[Stored items]
§
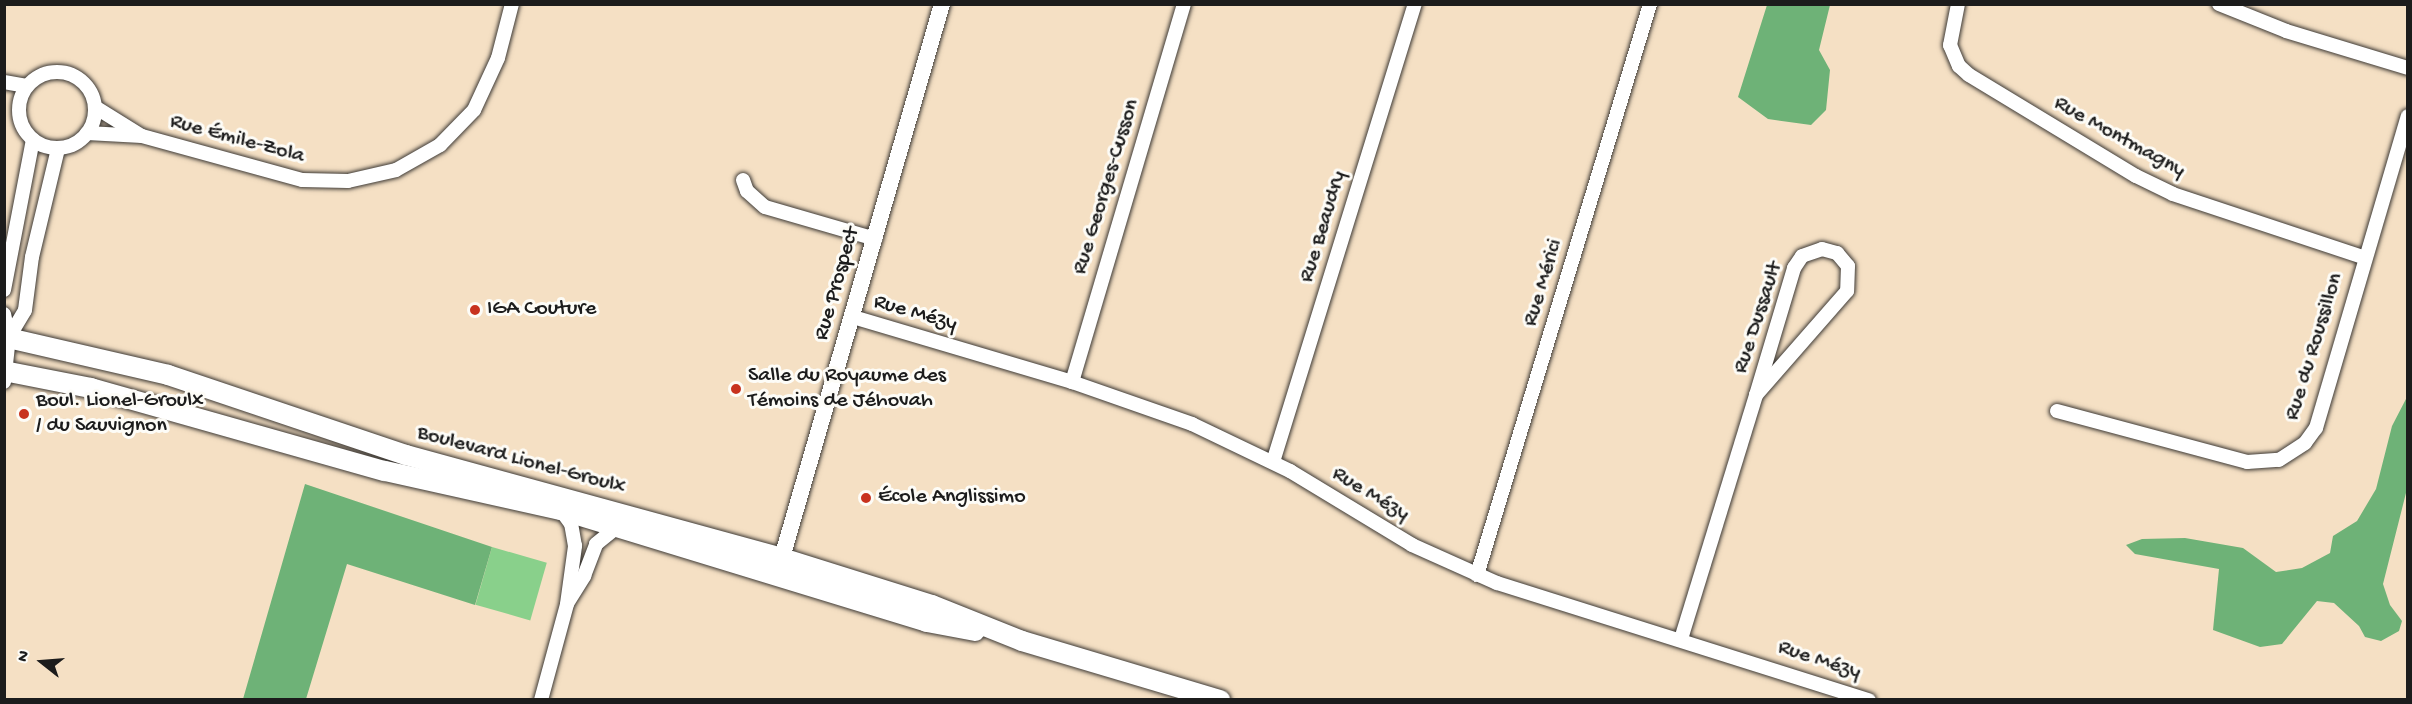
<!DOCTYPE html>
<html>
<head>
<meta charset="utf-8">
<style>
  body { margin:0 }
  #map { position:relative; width:2412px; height:704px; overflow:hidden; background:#f5e0c4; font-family:"Gochi Hand",sans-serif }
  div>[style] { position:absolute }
  .green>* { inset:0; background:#89d08b; transform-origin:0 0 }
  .forest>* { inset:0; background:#6eb277 }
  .roads { filter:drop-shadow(0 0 2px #3d3935) drop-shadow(0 0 2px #3d3935) }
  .minor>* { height:14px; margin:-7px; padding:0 7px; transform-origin:7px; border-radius:7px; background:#fff }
  .minor>.ring { margin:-7px; padding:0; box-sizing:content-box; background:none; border:14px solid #fff; border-radius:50% }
  .tertiary>* { height:16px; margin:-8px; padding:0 8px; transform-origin:8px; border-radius:8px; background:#fff }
  .secondary>* { height:20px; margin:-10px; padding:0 10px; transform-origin:10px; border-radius:10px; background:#fff }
  .dots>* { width:16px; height:16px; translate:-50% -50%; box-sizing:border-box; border:3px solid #fdfcf7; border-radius:50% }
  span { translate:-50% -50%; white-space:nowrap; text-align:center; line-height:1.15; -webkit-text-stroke:6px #fdfcf7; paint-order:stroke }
  .street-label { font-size:22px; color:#1c1c1c }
  .poi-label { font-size:22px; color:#1c1c1c }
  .left { translate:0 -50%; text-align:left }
  .frame { position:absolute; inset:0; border:6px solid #1c1c1c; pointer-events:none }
  .north { position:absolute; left:12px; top:632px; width:60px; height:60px; -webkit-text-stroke:4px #fdfcf7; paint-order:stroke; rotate:287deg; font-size:16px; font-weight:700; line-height:24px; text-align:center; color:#1c1c1c }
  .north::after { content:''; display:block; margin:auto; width:21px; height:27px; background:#1c1c1c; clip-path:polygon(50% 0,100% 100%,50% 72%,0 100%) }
</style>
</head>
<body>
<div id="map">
  <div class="green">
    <i style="left:492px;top:547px;width:57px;height:60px;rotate:16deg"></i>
  </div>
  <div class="forest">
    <i style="clip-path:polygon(1767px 5px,1830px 5px,1819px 50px,1830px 70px,1826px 110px,1811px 125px,1768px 119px,1738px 97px)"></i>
    <i style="clip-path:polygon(2407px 397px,2407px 489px,2383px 584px,2390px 605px,2402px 621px,2399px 631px,2381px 641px,2365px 637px,2359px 626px,2334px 603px,2317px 601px,2282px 644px,2260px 647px,2213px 630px,2219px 569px,2135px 554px,2126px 545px,2142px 539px,2185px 538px,2243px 548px,2276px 572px,2302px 568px,2330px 553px,2333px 536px,2357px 521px,2376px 489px,2392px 426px)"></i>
    <i style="clip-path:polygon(305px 484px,492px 547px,475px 605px,347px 564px,306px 699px,243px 699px)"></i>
  </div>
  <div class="roads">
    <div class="minor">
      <i style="left:1958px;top:4px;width:42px;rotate:101deg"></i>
      <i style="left:1950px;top:45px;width:23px;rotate:67deg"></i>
      <i style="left:1959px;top:66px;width:13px;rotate:42deg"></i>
      <i style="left:1969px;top:75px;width:195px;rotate:31.2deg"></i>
      <i style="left:2136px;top:176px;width:41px;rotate:25.9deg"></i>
      <i style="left:2173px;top:194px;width:202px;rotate:18.4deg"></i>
      <i style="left:2219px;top:4px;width:72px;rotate:21.9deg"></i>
      <i style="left:2286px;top:31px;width:127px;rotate:16.9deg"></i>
      <i class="ring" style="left:19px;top:72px;width:62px;height:62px"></i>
      <i style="left:4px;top:82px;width:23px;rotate:10deg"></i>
      <i style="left:95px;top:107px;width:53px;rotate:31.9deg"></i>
      <i style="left:87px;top:133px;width:55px;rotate:3.1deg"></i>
      <i style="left:142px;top:136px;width:166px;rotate:15.4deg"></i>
      <i style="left:302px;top:180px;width:46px;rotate:1.2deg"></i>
      <i style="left:348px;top:181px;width:49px;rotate:-12.9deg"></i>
      <i style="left:396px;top:170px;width:51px;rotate:-29.6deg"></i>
      <i style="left:440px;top:145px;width:49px;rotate:-45.8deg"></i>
      <i style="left:474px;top:110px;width:57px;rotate:-65.2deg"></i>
      <i style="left:498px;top:58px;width:56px;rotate:-75.5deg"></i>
      <i style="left:743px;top:180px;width:12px;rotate:70deg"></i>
      <i style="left:747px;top:191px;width:24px;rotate:42deg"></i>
      <i style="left:765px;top:207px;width:115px;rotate:16.2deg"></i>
      <i style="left:1822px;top:249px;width:16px;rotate:15deg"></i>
      <i style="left:1837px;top:253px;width:17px;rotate:50deg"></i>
      <i style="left:1848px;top:266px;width:25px;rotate:92deg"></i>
      <i style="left:1847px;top:291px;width:138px;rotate:131.2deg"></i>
      <i style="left:1756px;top:395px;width:133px;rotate:-73.3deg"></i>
      <i style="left:1794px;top:268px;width:14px;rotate:-56deg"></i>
      <i style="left:1802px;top:256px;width:21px;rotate:-19deg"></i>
      <i style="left:4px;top:290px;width:153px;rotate:-79.1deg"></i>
      <i style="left:4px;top:314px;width:24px;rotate:78deg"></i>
      <i style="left:9px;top:337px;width:45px;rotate:96.3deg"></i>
      <i style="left:853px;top:317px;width:228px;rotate:16.5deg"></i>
      <i style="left:1072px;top:382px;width:127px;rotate:19.3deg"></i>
      <i style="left:1192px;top:424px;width:109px;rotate:25.6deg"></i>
      <i style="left:1290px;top:471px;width:143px;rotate:31.2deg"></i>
      <i style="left:1412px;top:545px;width:93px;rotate:24.1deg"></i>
      <i style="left:1497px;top:583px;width:390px;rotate:17.5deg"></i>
      <i style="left:9px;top:337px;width:31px;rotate:-59deg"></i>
      <i style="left:25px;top:310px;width:53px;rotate:-82.5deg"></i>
      <i style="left:32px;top:257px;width:111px;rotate:-76.5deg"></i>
      <i style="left:1072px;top:382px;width:394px;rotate:-73.5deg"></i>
      <i style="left:2057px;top:411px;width:197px;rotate:15deg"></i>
      <i style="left:2247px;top:462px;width:32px;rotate:-4deg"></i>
      <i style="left:2279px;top:460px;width:31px;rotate:-33deg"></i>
      <i style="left:2305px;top:443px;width:19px;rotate:-54deg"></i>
      <i style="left:2316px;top:428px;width:325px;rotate:-73.6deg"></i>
      <i style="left:1273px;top:462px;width:480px;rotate:-72.8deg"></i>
      <i style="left:1477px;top:575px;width:597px;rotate:-73.14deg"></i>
      <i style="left:568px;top:602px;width:31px;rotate:-58deg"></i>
      <i style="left:584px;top:576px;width:34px;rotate:-69deg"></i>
      <i style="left:596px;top:544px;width:27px;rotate:-39deg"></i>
      <i style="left:1681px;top:639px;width:255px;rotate:-72.9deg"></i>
      <i style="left:541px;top:700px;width:99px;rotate:-74.8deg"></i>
      <i style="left:567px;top:604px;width:59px;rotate:-82.1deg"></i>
      <i style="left:575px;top:546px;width:22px;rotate:-100deg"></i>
      <i style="left:571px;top:524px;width:17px;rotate:-126deg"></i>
    </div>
    <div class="tertiary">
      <i style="left:779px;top:568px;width:587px;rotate:-73.88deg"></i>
    </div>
    <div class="secondary">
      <i style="left:4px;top:337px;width:168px;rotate:13deg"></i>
      <i style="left:168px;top:375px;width:251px;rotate:18.6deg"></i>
      <i style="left:406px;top:455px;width:390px;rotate:15.3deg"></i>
      <i style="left:782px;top:558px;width:157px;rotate:17.4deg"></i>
      <i style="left:932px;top:605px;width:97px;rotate:21.8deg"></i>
      <i style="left:1022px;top:641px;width:207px;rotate:16.6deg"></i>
      <i style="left:4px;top:371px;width:89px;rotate:11.1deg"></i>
      <i style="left:91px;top:388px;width:305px;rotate:15.8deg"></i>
      <i style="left:385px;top:471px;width:180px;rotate:12.5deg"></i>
      <i style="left:561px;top:510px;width:383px;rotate:17deg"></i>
      <i style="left:927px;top:622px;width:49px;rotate:10.6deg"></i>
    </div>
  </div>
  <div class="dots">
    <i style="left:475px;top:310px;background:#c8321e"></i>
    <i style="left:736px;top:389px;background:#c8321e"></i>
    <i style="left:24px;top:414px;background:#c8321e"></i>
    <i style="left:866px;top:498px;background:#c8321e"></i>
  </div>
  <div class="street-label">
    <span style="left:2119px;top:138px;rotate:29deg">Rue Montmagny</span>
    <span style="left:237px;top:140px;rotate:15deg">Rue Émile-Zola</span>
    <span style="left:1107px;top:187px;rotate:-73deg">Rue Georges-Cusson</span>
    <span style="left:1324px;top:227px;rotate:-73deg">Rue Beaudry</span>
    <span style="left:1544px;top:283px;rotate:-73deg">Rue Mérici</span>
    <span style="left:838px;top:284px;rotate:-74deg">Rue Prospect</span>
    <span style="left:915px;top:314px;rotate:16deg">Rue Mézy</span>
    <span style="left:1759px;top:318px;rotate:-72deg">Rue Dussault</span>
    <span style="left:2315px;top:347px;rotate:-73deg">Rue du Roussillon</span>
    <span style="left:521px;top:461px;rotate:15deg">Boulevard Lionel-Groulx</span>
    <span style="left:1370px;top:495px;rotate:31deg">Rue Mézy</span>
    <span style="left:1819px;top:661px;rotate:18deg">Rue Mézy</span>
  </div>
  <div class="poi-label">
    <span class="left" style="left:487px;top:310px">IGA Couture</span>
    <span class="left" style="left:748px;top:389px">Salle du Royaume des<br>Témoins de Jéhovah</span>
    <span class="left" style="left:36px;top:414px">Boul. Lionel-Groulx<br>/ du Sauvignon</span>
    <span class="left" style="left:878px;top:498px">École Anglissimo</span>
  </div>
  <div class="frame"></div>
  <div class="north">N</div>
</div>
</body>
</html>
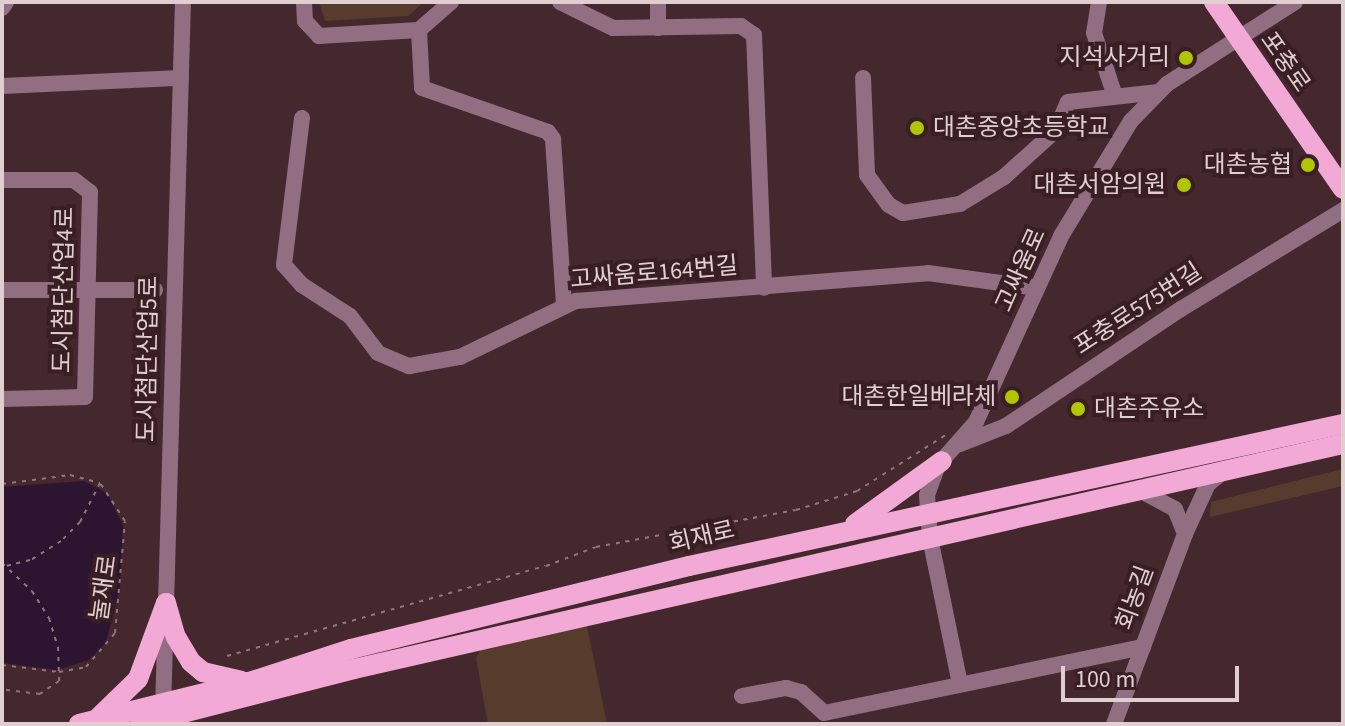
<!DOCTYPE html>
<html>
<head>
<meta charset="utf-8">
<style>
	body { margin:0 }
	#map { position:relative; width:1345px; height:726px; overflow:hidden; background:#44282e; font-family:"Source Sans 3","Noto Sans KR",sans-serif }
	div>[style] { position:absolute }
	.green>* { inset:0; background:#573b2c }
	.water>* { inset:0; background:#2d1532 }
	.path>* { height:2px; margin-top:-1px; transform-origin:0; background:repeating-linear-gradient(90deg,#8e767b 0 4px,transparent 0 10px) }
	.minor>* { height:16px; margin:-8px; padding:0 8px; transform-origin:8px; border-radius:8px; background:#926e83 }
	.major>* { height:20px; margin:-10px; padding:0 10px; transform-origin:10px; border-radius:10px; background:#f3a9d5 }
	.dots>* { width:22px; height:22px; translate:-50% -50%; box-sizing:border-box; border:4px solid #391e24; border-radius:50% }
	span { translate:-50% -50%; white-space:nowrap; text-align:center; line-height:1.15; -webkit-text-stroke:8px #391e24; paint-order:stroke }
	.poi-label { font-size:24px; color:#e1ced1 }
	.right { translate:-100% -50%; text-align:right }
	.left { translate:0 -50%; text-align:left }
	.street-label { font-size:24px; color:#e1ced1 }
	.frame { position:absolute; inset:0; border:4px solid #e1ced1; pointer-events:none }
	.scale { position:absolute; left:1061px; top:666px; width:178px; height:36px; box-sizing:border-box; border:4px solid #e1ced1; border-top:0; padding-left:10px; font-size:24px; line-height:28px; white-space:nowrap; color:#e1ced1; -webkit-text-stroke:6px #391e24; paint-order:stroke }
</style>
</head>
<body>
<div id="map">
	<div class="green">
		<i style="clip-path:polygon(319px 2px,424px 2px,408px 16px,325px 21px)"></i>
		<i style="clip-path:polygon(1343px 469px,1343px 486px,1210px 517px,1211px 502px)"></i>
		<i style="clip-path:polygon(587px 626px,607px 724px,488px 724px,476px 658px,481px 649px)"></i>
	</div>
	<div class="water">
		<i style="clip-path:polygon(84px 481px,107px 493px,123px 525px,120px 588px,106px 642px,89px 660px,57px 670px,2px 663px,2px 487px)"></i>
	</div>
	<div class="path">
		<i style="left:2px;top:484px;width:69px;rotate:-7.5deg"></i>
		<i style="left:70px;top:475px;width:31px;rotate:15deg"></i>
		<i style="left:100px;top:483px;width:44px;rotate:117.1deg"></i>
		<i style="left:80px;top:522px;width:27px;rotate:135deg"></i>
		<i style="left:61px;top:541px;width:36px;rotate:148deg"></i>
		<i style="left:30px;top:560px;width:25px;rotate:166deg"></i>
		<i style="left:2px;top:563px;width:41px;rotate:43deg"></i>
		<i style="left:32px;top:591px;width:32px;rotate:58deg"></i>
		<i style="left:49px;top:618px;width:30px;rotate:73deg"></i>
		<i style="left:58px;top:647px;width:34px;rotate:88deg"></i>
		<i style="left:59px;top:681px;width:23px;rotate:146deg"></i>
		<i style="left:40px;top:694px;width:38px;rotate:-173deg"></i>
		<i style="left:227px;top:656px;width:331px;rotate:-15.8deg"></i>
		<i style="left:546px;top:566px;width:53px;rotate:-20.8deg"></i>
		<i style="left:596px;top:547px;width:203px;rotate:-10.5deg"></i>
		<i style="left:796px;top:510px;width:64px;rotate:-17.3deg"></i>
		<i style="left:857px;top:491px;width:107px;rotate:-32.3deg"></i>
		<i style="left:2px;top:665px;width:57px;rotate:7deg"></i>
		<i style="left:59px;top:672px;width:27px;rotate:-10deg"></i>
		<i style="left:86px;top:667px;width:45px;rotate:-49.5deg"></i>
		<i style="left:115px;top:633px;width:112px;rotate:-84.9deg"></i>
		<i style="left:125px;top:521px;width:45px;rotate:-123.3deg"></i>
	</div>
	<div class="minor">
		<i style="left:304px;top:2px;width:19px;rotate:87deg"></i>
		<i style="left:305px;top:21px;width:21px;rotate:47deg"></i>
		<i style="left:319px;top:36px;width:100px;rotate:-3.4deg"></i>
		<i style="left:451px;top:2px;width:43px;rotate:138.8deg"></i>
		<i style="left:419px;top:30px;width:58px;rotate:87deg"></i>
		<i style="left:422px;top:88px;width:133px;rotate:19.2deg"></i>
		<i style="left:548px;top:132px;width:9px;rotate:54deg"></i>
		<i style="left:553px;top:139px;width:164px;rotate:86.2deg"></i>
		<i style="left:560px;top:2px;width:59px;rotate:26.1deg"></i>
		<i style="left:613px;top:28px;width:128px;rotate:-0.9deg"></i>
		<i style="left:741px;top:26px;width:16px;rotate:35deg"></i>
		<i style="left:754px;top:35px;width:253px;rotate:87.7deg"></i>
		<i style="left:658px;top:2px;width:26px;rotate:90deg"></i>
		<i style="left:1099px;top:2px;width:31px;rotate:99deg"></i>
		<i style="left:1094px;top:33px;width:66px;rotate:71.6deg"></i>
		<i style="left:2px;top:8px;width:7px;rotate:-56deg"></i>
		<i style="left:863px;top:78px;width:97px;rotate:87.6deg"></i>
		<i style="left:867px;top:175px;width:37px;rotate:54deg"></i>
		<i style="left:889px;top:205px;width:16px;rotate:30deg"></i>
		<i style="left:903px;top:213px;width:58px;rotate:-9deg"></i>
		<i style="left:960px;top:204px;width:52px;rotate:-31.5deg"></i>
		<i style="left:1004px;top:177px;width:70px;rotate:-42.1deg"></i>
		<i style="left:1056px;top:130px;width:30px;rotate:-67deg"></i>
		<i style="left:1068px;top:102px;width:91px;rotate:-6.3deg"></i>
		<i style="left:2px;top:86px;width:179px;rotate:-2.6deg"></i>
		<i style="left:302px;top:118px;width:148px;rotate:97deg"></i>
		<i style="left:284px;top:265px;width:27px;rotate:48deg"></i>
		<i style="left:302px;top:285px;width:57px;rotate:32.9deg"></i>
		<i style="left:350px;top:316px;width:46px;rotate:52.9deg"></i>
		<i style="left:378px;top:353px;width:34px;rotate:23deg"></i>
		<i style="left:409px;top:366px;width:52px;rotate:-10deg"></i>
		<i style="left:460px;top:357px;width:129px;rotate:-25.8deg"></i>
		<i style="left:576px;top:301px;width:353px;rotate:-4.5deg"></i>
		<i style="left:928px;top:273px;width:110px;rotate:7.8deg"></i>
		<i style="left:2px;top:180px;width:72px"></i>
		<i style="left:74px;top:180px;width:20px;rotate:37deg"></i>
		<i style="left:90px;top:192px;width:205px;rotate:91.4deg"></i>
		<i style="left:85px;top:397px;width:83px;rotate:178.6deg"></i>
		<i style="left:2px;top:290px;width:153px"></i>
		<i style="left:960px;top:444px;width:49px;rotate:-21.4deg"></i>
		<i style="left:1006px;top:426px;width:211px;rotate:-33.8deg"></i>
		<i style="left:1181px;top:309px;width:190px;rotate:-31.4deg"></i>
		<i style="left:1143px;top:492px;width:36px;rotate:28deg"></i>
		<i style="left:1175px;top:509px;width:27px;rotate:68deg"></i>
		<i style="left:1185px;top:534px;width:55px;rotate:-65.3deg"></i>
		<i style="left:1208px;top:484px;width:19px;rotate:-39deg"></i>
		<i style="left:960px;top:684px;width:149px;rotate:-101.6deg"></i>
		<i style="left:930px;top:538px;width:43px;rotate:-94deg"></i>
		<i style="left:927px;top:495px;width:32px;rotate:-70deg"></i>
		<i style="left:938px;top:465px;width:57px;rotate:-48.5deg"></i>
		<i style="left:976px;top:422px;width:205px;rotate:-65.4deg"></i>
		<i style="left:1061px;top:236px;width:135px;rotate:-58.7deg"></i>
		<i style="left:1131px;top:121px;width:52px;rotate:-45.8deg"></i>
		<i style="left:1167px;top:84px;width:152px;rotate:-32.6deg"></i>
		<i style="left:742px;top:696px;width:45px;rotate:-10.3deg"></i>
		<i style="left:786px;top:688px;width:16px;rotate:15deg"></i>
		<i style="left:801px;top:692px;width:31px;rotate:42deg"></i>
		<i style="left:824px;top:713px;width:326px;rotate:-11.7deg"></i>
		<i style="left:163px;top:712px;width:710px;rotate:-88.39deg"></i>
		<i style="left:1114px;top:724px;width:203px;rotate:-69.5deg"></i>
	</div>
	<div class="major">
		<i style="left:1214px;top:2px;width:227px;rotate:55.4deg"></i>
		<i style="left:855px;top:524px;width:107px;rotate:-35.9deg"></i>
		<i style="left:166px;top:603px;width:35px;rotate:74deg"></i>
		<i style="left:176px;top:637px;width:29px;rotate:59deg"></i>
		<i style="left:191px;top:662px;width:16px;rotate:40deg"></i>
		<i style="left:203px;top:672px;width:39px;rotate:13deg"></i>
		<i style="left:99px;top:717px;width:54px;rotate:-44.3deg"></i>
		<i style="left:138px;top:679px;width:81px;rotate:-69.8deg"></i>
		<i style="left:79px;top:724px;width:175px;rotate:-13.9deg"></i>
		<i style="left:249px;top:682px;width:107px;rotate:-17.9deg"></i>
		<i style="left:351px;top:649px;width:348px;rotate:-13.8deg"></i>
		<i style="left:689px;top:566px;width:669px;rotate:-12.25deg"></i>
		<i style="left:140px;top:724px;width:221px;rotate:-14.4deg"></i>
		<i style="left:354px;top:669px;width:1014px;rotate:-12.82deg"></i>
	</div>
	<div class="dots">
		<i style="left:1186px;top:58px;background:#b1c500"></i>
		<i style="left:917px;top:128px;background:#b1c500"></i>
		<i style="left:1308px;top:165px;background:#b1c500"></i>
		<i style="left:1184px;top:185px;background:#b1c500"></i>
		<i style="left:1012px;top:397px;background:#b1c500"></i>
		<i style="left:1078px;top:409px;background:#b1c500"></i>
	</div>
	<div class="poi-label">
		<span class="right" style="left:1170px;top:58px">지석사거리</span>
		<span class="left" style="left:933px;top:128px">대촌중앙초등학교</span>
		<span class="right" style="left:1292px;top:165px">대촌농협</span>
		<span class="right" style="left:1166px;top:185px">대촌서암의원</span>
		<span class="right" style="left:996px;top:397px">대촌한일베라체</span>
		<span class="left" style="left:1094px;top:409px">대촌주유소</span>
	</div>
	<div class="street-label">
		<span style="left:1285px;top:62px;rotate:55deg">포충로</span>
		<span style="left:1021px;top:270px;rotate:-66deg">고싸움로</span>
		<span style="left:654px;top:273px;rotate:-5deg">고싸움로164번길</span>
		<span style="left:64px;top:290px;rotate:-89deg">도시첨단산업4로</span>
		<span style="left:1138px;top:309px;rotate:-33deg">포충로575번길</span>
		<span style="left:148px;top:359px;rotate:-89deg">도시첨단산업5로</span>
		<span style="left:702px;top:537px;rotate:-13deg">회재로</span>
		<span style="left:104px;top:588px;rotate:-82deg">눌재로</span>
		<span style="left:1135px;top:598px;rotate:-70deg">회농길</span>
	</div>
	<div class="frame"></div>
	<div class="scale">100 m</div>
</div>
</body>
</html>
§
* [Exercise instructions]: Put down exactly the lines of the data above that run from its first line through the line bearing "inset:0; background:#89d08b; transform-origin:0", and no pictures.

* [Answer below]:
<!DOCTYPE html>
<html>
<head>
<meta charset="utf-8">
<style>
  body { margin:0 }
  #map { position:relative; width:2412px; height:704px; overflow:hidden; background:#f5e0c4; font-family:"Gochi Hand",sans-serif }
  div>[style] { position:absolute }
  .green>* { inset:0; background:#89d08b; transform-origin:0 0 }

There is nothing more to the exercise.